Because, as Cardinal Dolan added, his and other Catholic pastoral leaders' approach to gay human beings has always been all about mercy, graciousness, and respect . . . .
At Think Progress, Igor Volsky doesn't quite buy His Eminence's claims. As he points out, in the real world in which most of us live, here's what Dolan's mercy, graciousness, and respect have translated into for real-life gay human beings:
After lobbying against New York’s marriage equality law, Dolan prohibited by decree any Church personnel or property from being utilized for same-sex marriage ceremonies under penalty of "canonical sanctions," calling the state’s law "irreconcilable with the nature and the definition of marriage as established by Divine law." He has also compared the "threat" posed to marriage by gays and lesbians to that of polygamy, adultery, forced marriage, communist dictatorships, and incest. Dolan responded to the Supreme Court’s decision striking down a section of the 1996 Defense of Marriage Act by claiming that the spread of marriage equality will threaten "the common good of all."
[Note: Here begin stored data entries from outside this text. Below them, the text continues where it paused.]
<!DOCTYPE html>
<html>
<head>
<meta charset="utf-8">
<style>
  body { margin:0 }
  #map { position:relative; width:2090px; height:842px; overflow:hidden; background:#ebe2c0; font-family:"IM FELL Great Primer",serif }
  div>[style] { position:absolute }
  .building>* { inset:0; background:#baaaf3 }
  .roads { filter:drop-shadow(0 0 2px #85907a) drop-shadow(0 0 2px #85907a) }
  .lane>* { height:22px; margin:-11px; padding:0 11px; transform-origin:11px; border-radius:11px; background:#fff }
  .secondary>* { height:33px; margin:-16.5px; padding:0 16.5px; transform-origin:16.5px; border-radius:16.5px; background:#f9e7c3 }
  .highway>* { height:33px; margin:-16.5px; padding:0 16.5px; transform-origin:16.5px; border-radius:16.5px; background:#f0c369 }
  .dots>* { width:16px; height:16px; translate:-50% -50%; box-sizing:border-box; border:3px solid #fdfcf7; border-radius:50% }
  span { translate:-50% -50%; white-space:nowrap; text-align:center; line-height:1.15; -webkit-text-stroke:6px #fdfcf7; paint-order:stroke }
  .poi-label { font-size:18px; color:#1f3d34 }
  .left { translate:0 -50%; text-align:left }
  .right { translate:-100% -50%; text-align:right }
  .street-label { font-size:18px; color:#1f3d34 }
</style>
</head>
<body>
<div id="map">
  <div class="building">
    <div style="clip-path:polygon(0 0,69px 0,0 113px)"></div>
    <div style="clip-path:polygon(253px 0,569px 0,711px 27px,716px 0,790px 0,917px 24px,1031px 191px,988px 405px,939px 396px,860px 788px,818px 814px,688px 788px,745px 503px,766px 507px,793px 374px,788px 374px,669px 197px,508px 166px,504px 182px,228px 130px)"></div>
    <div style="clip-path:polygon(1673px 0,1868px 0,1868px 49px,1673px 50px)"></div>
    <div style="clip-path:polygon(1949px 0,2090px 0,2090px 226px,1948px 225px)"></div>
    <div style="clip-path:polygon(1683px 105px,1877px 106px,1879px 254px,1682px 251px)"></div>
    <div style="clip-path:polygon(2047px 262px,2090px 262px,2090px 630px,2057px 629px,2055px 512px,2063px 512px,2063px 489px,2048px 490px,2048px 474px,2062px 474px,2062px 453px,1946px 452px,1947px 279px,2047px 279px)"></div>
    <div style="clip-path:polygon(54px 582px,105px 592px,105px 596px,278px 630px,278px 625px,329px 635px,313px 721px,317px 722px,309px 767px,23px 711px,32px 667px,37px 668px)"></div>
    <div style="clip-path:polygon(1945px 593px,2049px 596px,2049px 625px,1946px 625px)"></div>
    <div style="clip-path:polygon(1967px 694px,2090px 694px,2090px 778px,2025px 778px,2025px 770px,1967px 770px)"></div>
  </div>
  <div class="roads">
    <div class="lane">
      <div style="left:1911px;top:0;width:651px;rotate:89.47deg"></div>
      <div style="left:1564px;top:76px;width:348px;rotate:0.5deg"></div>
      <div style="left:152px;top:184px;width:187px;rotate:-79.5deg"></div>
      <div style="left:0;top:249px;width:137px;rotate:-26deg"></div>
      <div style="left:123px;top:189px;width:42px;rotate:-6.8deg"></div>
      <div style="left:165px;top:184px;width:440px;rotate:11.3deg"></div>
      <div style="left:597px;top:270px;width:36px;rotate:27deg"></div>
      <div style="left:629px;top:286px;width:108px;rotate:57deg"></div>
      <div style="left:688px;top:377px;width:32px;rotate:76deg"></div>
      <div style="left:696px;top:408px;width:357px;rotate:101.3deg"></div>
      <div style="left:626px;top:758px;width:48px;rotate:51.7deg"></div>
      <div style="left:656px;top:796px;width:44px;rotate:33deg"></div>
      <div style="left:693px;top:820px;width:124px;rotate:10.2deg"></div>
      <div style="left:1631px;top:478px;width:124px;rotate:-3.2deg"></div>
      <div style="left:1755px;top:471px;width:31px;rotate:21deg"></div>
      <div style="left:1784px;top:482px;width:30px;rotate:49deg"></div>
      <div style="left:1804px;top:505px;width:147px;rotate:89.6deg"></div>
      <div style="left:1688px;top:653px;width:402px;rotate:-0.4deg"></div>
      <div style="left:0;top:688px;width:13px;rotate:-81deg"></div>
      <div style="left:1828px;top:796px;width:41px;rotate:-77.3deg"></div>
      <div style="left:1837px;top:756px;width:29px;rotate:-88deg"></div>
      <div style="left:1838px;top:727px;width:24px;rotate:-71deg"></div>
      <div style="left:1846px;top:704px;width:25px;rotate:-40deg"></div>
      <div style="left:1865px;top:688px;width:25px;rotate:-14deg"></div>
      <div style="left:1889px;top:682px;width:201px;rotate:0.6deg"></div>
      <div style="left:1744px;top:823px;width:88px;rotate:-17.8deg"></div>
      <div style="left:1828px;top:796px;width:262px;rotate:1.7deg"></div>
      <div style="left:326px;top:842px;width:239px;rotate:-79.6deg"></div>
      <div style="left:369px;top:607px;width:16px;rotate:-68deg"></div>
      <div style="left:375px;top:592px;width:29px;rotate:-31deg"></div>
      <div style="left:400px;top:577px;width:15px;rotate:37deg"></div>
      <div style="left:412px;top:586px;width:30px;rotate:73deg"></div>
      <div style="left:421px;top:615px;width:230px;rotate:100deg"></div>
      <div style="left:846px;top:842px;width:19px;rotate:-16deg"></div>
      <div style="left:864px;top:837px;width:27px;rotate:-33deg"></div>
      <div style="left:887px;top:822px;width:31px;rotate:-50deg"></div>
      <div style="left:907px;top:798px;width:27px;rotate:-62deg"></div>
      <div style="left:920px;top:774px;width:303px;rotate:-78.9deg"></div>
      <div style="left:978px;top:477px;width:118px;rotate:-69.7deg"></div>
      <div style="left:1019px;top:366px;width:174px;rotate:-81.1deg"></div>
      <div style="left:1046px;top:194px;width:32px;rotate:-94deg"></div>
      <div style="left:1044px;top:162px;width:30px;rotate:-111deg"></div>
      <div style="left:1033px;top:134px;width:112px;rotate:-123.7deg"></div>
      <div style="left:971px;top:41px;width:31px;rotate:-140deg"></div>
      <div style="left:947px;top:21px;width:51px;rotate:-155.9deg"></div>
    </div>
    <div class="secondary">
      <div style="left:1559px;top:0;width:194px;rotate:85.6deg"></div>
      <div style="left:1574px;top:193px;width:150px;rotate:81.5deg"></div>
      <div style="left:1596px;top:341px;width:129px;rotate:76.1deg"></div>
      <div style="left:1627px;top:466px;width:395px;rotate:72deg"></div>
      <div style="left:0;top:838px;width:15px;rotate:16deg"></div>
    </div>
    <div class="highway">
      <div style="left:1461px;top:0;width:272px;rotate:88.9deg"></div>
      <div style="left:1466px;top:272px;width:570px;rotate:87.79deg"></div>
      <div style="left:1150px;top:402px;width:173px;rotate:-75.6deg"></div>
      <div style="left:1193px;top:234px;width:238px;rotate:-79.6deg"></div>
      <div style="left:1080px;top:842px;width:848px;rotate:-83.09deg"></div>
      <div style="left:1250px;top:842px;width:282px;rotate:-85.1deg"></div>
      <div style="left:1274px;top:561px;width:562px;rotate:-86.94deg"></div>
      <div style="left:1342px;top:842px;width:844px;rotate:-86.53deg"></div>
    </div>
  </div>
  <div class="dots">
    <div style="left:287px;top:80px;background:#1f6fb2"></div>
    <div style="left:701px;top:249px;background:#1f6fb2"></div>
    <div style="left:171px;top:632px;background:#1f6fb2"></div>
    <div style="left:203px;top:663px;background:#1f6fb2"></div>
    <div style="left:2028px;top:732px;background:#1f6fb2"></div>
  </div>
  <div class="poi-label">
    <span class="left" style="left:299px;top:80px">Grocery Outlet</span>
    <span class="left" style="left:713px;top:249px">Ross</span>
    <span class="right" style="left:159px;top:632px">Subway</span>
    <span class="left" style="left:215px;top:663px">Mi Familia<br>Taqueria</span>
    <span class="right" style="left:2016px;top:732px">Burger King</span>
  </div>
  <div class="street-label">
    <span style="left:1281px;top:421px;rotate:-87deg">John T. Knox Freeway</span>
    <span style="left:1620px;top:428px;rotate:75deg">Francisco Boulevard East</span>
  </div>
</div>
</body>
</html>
David Badash responds in kind at The New Civil Rights Movement:
You’ll remember that Cardinal Dolan had his St. Patrick’s Cathedral officials call the NYPD and have them block the entrance to the Church one Sunday a few months ago, in his petty fight over getting gay people to literally wash their hands before entering to worship.
Badash recalls that just last month, His Eminence characterized the Supreme Court ruling striking down DOMA as "a tragic day for marriage and our nation," and he notes Dolan's response (i.e., his non-response) to the unprecedented wave of gay-bashings that hit his own city of New York in May. As Volsky observes,
Yes, instead of denouncing anti-gay violence, instead of even acknowledging it, instead of calling for tolerance and love, Cardinal Dolan issued a directive to preach anti-LGBT hate in Church.
And it was only after The New Civil Rights Movement and other called him out for his silence that he spent 17 seconds acknowledging the violence, on a local radio show.
And did nothing more.
Andrew Sullivan is equally unimpressed with His Eminence's disclaimers about Pope Francis's statements:
Nothing the Cardinal says above is wrong exactly, but it’s classic spin from the bullshit artist who runs the New York archdiocese. The idea that Pope Benedict used the same tone toward homosexuals as Pope Francis – that there has been continuity on this – is absurd. Benedict’s move – strongly backed by Dolan – was at complete odds with Francis’ new tone.
It appears to be taking the U.S. bishops a bit of time to catch up to what many see as the pope's notion of a new pastoral tone when it comes to dealing with LGBT human beings. As Robert McClory notes at National Catholic Reporter yesterday, a group of lay Catholics who have received honorary awards from the church and several city officials published an ad Monday in the Chicago Tribune, appealing to the previous leader of the U.S. bishops, Cardinal Francis George, to stop threatening to use immigrants as pawns in his battle against gay marriage. George has threatened to withdraw Catholic funding from groups assisting immigrants if they support marriage equality.
And as Peter Montgomery says at Religion Dispatches, this very month, the U.S. Conference of Catholic bishops sent senators a letter calling on them to oppose the Employment Non-Discrimination Act (ENDA), which would outlaw discrimination on the basis of sexual orientation and gender identity in hiring and firing. To repeat: the USCCB, which sent this letter, is led by the very same man who went on national news yesterday to say that the Catholic approach to those who are gay is all about mercy, graciousness, and respect.
Those ancient words--mercy, graciousness, respect--so dear to the heart of most religious traditions of the world appear to acquire an entirely new meaning when the U.S. Catholic bishops use them, don't they? And that meaning seems increasingly to many observers to conflict rather sharply with the new pope's understanding of these terms.